Available data =>

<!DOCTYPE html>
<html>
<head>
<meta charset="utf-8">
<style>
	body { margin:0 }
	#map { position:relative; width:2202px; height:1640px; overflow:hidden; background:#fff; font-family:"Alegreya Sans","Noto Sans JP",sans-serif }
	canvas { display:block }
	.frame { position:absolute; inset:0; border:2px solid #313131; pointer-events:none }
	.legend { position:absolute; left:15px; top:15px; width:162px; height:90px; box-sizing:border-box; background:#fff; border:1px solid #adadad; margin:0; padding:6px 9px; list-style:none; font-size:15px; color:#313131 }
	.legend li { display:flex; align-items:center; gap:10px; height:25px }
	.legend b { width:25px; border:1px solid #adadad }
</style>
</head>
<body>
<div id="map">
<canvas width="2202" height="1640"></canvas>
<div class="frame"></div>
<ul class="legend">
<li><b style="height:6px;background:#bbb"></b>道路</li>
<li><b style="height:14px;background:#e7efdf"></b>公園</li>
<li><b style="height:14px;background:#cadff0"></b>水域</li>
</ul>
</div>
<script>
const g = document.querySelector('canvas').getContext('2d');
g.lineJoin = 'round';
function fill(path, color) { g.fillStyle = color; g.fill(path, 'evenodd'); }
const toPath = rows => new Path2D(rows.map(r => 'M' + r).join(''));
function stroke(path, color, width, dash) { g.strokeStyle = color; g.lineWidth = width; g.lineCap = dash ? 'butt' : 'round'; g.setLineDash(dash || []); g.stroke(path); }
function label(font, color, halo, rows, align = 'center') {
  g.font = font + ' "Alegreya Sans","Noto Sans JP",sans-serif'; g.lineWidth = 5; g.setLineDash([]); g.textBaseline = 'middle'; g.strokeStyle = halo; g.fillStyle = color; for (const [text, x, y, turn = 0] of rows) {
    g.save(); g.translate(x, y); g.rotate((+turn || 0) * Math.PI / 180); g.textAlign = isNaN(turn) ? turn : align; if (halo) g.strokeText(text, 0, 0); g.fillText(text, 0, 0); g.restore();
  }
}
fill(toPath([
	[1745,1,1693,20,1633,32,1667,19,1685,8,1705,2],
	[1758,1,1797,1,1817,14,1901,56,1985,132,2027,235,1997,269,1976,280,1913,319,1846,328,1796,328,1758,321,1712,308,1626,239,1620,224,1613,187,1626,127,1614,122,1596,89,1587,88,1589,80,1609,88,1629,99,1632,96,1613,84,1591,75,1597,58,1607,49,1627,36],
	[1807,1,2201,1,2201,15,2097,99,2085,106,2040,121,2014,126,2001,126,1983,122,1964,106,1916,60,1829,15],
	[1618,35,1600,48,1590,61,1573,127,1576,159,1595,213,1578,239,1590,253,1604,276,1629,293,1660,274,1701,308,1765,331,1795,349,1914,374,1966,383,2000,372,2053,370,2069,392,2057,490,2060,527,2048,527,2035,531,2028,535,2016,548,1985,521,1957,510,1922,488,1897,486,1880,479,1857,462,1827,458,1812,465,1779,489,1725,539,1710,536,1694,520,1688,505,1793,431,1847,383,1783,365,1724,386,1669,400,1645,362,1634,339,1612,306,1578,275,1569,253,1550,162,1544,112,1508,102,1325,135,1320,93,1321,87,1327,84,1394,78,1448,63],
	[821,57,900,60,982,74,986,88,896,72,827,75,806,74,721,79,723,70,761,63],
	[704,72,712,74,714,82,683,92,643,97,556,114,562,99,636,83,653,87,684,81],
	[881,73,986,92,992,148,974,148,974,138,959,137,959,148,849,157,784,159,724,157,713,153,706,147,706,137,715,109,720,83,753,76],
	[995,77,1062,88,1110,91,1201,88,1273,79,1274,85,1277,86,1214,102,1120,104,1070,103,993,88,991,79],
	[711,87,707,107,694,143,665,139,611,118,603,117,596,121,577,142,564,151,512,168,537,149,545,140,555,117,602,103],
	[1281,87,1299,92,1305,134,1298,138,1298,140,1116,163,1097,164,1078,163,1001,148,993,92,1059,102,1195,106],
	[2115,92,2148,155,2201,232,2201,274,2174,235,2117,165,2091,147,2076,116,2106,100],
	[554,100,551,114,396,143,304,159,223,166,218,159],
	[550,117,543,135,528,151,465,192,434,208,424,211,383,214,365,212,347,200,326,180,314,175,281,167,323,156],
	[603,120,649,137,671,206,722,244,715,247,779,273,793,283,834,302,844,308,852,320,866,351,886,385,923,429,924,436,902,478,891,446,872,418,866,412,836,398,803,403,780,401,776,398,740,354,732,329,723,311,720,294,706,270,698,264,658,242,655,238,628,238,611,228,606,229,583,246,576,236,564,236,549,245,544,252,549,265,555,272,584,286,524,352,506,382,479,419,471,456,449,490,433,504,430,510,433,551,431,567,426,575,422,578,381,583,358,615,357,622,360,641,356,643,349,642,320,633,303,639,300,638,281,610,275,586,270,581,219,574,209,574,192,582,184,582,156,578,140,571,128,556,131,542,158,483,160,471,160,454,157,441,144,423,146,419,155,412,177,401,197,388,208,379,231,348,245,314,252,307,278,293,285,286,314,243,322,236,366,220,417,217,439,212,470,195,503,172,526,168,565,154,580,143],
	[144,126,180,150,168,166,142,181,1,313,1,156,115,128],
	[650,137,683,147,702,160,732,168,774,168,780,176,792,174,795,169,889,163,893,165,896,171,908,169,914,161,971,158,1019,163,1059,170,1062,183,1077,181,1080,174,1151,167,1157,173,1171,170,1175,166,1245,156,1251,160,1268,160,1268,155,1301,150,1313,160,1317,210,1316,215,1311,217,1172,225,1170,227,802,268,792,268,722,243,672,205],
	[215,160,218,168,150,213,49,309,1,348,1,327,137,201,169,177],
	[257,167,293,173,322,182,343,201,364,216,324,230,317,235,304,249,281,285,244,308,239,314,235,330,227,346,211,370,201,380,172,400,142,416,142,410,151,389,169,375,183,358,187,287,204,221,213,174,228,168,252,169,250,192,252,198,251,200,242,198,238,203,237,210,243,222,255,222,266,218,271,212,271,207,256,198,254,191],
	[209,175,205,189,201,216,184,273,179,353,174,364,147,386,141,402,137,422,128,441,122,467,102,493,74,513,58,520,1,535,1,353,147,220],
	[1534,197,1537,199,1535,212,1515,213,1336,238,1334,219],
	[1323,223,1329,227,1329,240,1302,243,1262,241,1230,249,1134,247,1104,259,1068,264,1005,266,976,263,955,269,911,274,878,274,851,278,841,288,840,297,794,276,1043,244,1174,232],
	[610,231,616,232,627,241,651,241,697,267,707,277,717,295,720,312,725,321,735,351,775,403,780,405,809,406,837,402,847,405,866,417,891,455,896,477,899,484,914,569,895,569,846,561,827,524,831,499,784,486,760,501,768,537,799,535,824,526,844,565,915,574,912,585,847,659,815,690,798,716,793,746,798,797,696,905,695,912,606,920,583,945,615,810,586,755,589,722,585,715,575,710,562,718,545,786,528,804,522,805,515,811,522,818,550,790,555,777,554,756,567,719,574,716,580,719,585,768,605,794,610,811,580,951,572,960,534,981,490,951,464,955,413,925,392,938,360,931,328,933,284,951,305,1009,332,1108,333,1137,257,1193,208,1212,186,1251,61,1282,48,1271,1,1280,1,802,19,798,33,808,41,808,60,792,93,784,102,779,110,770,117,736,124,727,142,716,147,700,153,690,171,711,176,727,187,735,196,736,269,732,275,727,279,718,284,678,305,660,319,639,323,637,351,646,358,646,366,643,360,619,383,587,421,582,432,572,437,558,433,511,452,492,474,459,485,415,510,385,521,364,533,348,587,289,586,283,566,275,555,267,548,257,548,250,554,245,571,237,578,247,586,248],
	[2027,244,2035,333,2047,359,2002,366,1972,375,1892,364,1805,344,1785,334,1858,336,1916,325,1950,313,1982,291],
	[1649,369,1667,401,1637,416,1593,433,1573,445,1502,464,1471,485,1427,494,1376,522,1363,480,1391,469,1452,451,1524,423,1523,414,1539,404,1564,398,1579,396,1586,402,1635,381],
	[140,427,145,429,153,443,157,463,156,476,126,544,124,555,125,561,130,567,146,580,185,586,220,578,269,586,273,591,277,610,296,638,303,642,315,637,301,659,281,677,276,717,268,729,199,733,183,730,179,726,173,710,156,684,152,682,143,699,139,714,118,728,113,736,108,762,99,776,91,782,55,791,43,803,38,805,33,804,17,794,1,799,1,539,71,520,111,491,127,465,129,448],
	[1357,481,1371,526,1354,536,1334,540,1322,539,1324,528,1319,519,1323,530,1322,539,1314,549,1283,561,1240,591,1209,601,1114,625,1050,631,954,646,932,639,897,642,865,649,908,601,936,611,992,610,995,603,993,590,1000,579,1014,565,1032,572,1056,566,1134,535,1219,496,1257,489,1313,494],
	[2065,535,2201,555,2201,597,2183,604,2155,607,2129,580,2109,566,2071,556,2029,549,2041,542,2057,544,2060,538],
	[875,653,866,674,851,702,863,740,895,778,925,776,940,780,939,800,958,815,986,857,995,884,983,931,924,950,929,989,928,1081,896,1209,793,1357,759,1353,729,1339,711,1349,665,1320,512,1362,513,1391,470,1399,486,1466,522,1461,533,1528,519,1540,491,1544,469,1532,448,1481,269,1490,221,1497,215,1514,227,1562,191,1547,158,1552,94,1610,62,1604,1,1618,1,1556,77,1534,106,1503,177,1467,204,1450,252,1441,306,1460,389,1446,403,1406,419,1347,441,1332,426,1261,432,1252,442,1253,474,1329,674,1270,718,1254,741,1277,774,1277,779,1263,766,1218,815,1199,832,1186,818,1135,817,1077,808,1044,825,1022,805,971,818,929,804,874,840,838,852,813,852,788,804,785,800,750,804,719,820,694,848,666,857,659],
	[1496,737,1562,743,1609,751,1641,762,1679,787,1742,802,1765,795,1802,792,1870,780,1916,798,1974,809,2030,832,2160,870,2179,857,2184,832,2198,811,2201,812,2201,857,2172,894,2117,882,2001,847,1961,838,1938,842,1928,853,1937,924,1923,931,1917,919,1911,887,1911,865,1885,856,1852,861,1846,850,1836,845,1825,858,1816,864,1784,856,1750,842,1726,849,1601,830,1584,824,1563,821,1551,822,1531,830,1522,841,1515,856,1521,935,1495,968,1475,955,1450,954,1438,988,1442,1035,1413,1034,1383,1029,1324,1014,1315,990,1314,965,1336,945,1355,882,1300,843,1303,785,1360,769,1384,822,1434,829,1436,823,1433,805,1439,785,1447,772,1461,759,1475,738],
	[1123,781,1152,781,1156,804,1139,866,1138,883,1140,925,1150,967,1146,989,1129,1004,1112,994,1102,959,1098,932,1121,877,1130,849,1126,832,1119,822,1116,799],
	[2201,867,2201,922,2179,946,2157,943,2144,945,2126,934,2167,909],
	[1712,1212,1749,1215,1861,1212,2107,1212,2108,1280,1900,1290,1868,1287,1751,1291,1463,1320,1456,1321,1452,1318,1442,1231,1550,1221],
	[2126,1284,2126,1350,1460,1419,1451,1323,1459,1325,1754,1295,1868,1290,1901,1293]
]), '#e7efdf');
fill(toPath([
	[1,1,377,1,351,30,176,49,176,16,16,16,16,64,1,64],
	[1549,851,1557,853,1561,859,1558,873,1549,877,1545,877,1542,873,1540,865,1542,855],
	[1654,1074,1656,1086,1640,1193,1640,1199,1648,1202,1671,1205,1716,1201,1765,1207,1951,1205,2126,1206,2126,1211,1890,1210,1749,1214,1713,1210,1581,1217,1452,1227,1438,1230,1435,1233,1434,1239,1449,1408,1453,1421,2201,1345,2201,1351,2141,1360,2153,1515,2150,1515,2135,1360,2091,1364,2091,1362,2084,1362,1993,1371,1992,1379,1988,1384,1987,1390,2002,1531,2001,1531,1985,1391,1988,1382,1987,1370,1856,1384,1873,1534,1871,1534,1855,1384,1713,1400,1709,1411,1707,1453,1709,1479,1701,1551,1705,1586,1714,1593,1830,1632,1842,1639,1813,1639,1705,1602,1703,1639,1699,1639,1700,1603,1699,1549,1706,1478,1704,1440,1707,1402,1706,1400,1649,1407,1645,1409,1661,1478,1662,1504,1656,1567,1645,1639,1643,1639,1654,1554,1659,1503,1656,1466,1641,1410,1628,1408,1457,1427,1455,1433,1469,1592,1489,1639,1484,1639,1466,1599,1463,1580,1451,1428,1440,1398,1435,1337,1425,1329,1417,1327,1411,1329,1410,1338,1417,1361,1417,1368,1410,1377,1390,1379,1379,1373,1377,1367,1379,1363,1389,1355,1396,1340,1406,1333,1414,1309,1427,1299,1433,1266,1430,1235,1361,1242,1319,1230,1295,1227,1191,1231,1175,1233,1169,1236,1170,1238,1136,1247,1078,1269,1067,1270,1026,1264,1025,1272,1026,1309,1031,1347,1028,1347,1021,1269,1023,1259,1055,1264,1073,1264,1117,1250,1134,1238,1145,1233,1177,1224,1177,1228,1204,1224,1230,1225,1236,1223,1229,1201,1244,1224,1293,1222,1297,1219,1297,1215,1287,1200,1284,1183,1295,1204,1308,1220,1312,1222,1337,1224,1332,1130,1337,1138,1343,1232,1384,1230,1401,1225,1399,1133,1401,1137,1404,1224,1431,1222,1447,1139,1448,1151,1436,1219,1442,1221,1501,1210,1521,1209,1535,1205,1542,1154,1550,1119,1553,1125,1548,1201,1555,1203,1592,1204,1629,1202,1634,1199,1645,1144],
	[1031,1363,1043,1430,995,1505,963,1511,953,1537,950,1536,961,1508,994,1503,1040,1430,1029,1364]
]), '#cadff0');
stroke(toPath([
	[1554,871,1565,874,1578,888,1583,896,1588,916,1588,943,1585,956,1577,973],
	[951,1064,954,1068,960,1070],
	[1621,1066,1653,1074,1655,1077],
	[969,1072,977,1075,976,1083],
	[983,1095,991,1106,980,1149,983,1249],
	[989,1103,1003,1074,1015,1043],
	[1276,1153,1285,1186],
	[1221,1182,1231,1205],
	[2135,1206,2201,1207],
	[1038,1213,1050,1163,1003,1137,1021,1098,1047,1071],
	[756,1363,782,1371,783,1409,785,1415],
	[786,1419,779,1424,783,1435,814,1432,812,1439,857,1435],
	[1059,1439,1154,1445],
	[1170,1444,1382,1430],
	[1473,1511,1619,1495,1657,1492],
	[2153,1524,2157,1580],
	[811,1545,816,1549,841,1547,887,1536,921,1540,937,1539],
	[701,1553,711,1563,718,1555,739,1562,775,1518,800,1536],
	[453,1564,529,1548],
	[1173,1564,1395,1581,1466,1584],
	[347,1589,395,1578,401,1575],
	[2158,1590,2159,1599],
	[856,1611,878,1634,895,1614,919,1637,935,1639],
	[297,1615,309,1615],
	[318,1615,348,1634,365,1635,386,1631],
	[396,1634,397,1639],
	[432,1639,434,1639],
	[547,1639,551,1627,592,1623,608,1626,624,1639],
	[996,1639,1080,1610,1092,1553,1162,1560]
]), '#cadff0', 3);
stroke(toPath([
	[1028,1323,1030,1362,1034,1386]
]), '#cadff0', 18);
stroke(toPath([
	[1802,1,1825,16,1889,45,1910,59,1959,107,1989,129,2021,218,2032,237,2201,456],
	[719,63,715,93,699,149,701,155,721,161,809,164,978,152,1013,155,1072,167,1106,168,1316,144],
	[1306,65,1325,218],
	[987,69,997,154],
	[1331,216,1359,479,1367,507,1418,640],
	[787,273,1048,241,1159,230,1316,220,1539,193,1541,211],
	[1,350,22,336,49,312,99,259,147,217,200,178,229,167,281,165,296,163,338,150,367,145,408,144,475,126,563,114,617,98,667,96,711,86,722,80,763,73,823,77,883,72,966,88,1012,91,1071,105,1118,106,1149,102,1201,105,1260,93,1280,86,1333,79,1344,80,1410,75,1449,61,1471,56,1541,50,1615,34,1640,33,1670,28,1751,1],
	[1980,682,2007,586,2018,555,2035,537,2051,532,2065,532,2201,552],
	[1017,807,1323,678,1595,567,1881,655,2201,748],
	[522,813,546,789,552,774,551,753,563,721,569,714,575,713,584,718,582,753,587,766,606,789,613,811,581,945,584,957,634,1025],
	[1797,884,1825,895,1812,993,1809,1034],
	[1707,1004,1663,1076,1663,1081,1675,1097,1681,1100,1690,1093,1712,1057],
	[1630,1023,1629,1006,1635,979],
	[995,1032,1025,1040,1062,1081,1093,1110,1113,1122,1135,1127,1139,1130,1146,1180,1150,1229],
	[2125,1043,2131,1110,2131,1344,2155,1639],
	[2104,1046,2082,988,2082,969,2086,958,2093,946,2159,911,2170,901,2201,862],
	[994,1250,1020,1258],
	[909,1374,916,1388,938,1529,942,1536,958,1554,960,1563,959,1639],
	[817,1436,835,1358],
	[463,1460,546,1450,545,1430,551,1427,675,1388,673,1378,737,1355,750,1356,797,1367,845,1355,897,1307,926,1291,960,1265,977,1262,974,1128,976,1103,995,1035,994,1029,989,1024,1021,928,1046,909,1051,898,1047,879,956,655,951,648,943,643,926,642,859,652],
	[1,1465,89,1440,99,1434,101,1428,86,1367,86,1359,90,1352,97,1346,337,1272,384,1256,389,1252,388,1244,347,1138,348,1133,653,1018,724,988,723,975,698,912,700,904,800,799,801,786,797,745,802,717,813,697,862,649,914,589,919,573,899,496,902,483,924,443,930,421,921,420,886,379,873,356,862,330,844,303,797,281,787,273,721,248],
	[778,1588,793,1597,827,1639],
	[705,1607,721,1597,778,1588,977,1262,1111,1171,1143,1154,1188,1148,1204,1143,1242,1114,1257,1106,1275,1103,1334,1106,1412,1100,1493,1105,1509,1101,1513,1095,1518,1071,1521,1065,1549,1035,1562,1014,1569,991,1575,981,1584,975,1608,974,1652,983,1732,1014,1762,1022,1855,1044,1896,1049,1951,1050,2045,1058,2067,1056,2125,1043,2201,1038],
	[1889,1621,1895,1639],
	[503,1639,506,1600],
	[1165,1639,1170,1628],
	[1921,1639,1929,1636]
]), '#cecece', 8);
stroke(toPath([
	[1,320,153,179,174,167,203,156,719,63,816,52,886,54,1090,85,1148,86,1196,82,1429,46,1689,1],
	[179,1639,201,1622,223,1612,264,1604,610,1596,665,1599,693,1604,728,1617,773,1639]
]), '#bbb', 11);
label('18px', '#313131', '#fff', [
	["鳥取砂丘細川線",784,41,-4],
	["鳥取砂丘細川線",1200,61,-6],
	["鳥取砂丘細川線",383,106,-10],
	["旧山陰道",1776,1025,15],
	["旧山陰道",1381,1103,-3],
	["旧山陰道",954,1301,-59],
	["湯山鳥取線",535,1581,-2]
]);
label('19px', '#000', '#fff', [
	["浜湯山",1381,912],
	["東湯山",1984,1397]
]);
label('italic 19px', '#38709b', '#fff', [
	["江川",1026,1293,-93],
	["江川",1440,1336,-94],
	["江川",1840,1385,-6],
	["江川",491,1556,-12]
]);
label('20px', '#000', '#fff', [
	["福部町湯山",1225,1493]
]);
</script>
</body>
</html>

The problem => Reproduce word for word the material above, starting with the line that has "position:absolute; inset:0; border:2px" and stopping after the line that has "const toPath = rows".

Expected output =>
	.frame { position:absolute; inset:0; border:2px solid #313131; pointer-events:none }
	.legend { position:absolute; left:15px; top:15px; width:162px; height:90px; box-sizing:border-box; background:#fff; border:1px solid #adadad; margin:0; padding:6px 9px; list-style:none; font-size:15px; color:#313131 }
	.legend li { display:flex; align-items:center; gap:10px; height:25px }
	.legend b { width:25px; border:1px solid #adadad }
</style>
</head>
<body>
<div id="map">
<canvas width="2202" height="1640"></canvas>
<div class="frame"></div>
<ul class="legend">
<li><b style="height:6px;background:#bbb"></b>道路</li>
<li><b style="height:14px;background:#e7efdf"></b>公園</li>
<li><b style="height:14px;background:#cadff0"></b>水域</li>
</ul>
</div>
<script>
const g = document.querySelector('canvas').getContext('2d');
g.lineJoin = 'round';
function fill(path, color) { g.fillStyle = color; g.fill(path, 'evenodd'); }
const toPath = rows => new Path2D(rows.map(r => 'M' + r).join(''));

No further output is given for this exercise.